- Stored entries
Content starts
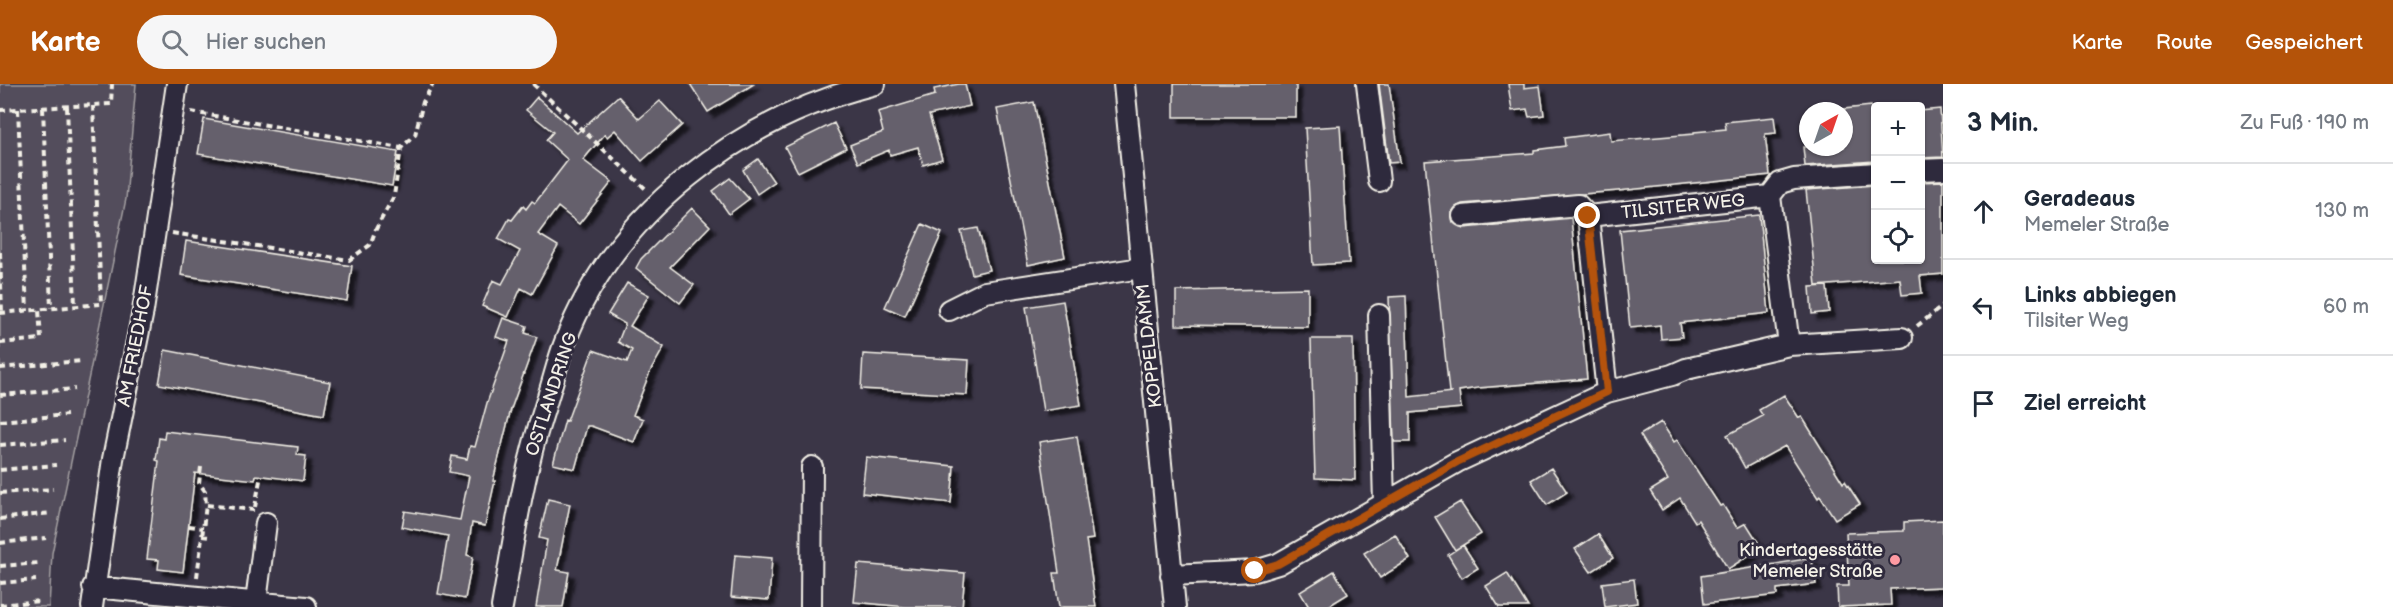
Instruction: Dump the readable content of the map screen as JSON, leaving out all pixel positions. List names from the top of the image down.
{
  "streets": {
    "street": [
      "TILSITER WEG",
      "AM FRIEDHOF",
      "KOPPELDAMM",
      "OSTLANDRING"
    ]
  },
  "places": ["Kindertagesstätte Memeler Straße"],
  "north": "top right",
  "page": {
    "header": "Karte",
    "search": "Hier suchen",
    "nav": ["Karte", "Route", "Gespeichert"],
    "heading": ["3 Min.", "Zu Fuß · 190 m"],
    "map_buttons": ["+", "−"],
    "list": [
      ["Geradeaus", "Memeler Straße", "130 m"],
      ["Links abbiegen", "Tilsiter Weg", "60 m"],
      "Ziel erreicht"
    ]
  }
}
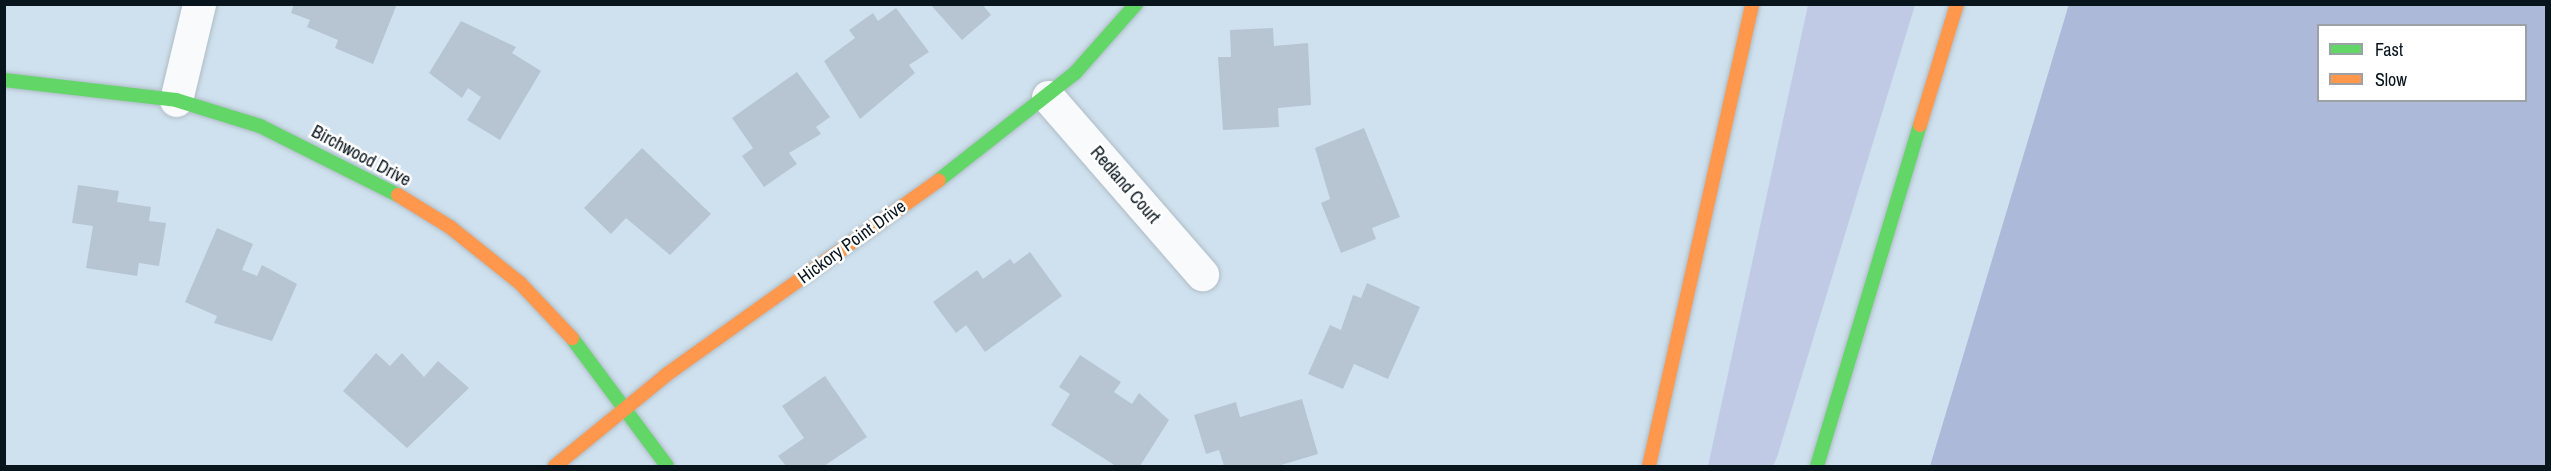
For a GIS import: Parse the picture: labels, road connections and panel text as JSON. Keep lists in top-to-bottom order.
Content ends
- Exercise instructions
Copy the data exactly. Any picture it contains is to be omitted.

- Solution to this task
Instruction: Dump the readable content of the map screen as JSON, leaving out all pixel positions. List names from the top of the image down.
{
  "streets": {
    "street": [
      "TILSITER WEG",
      "AM FRIEDHOF",
      "KOPPELDAMM",
      "OSTLANDRING"
    ]
  },
  "places": ["Kindertagesstätte Memeler Straße"],
  "north": "top right",
  "page": {
    "header": "Karte",
    "search": "Hier suchen",
    "nav": ["Karte", "Route", "Gespeichert"],
    "heading": ["3 Min.", "Zu Fuß · 190 m"],
    "map_buttons": ["+", "−"],
    "list": [
      ["Geradeaus", "Memeler Straße", "130 m"],
      ["Links abbiegen", "Tilsiter Weg", "60 m"],
      "Ziel erreicht"
    ]
  }
}
For a GIS import: Parse the picture: labels, road connections and panel text as JSON. Keep lists in top-to-bottom order.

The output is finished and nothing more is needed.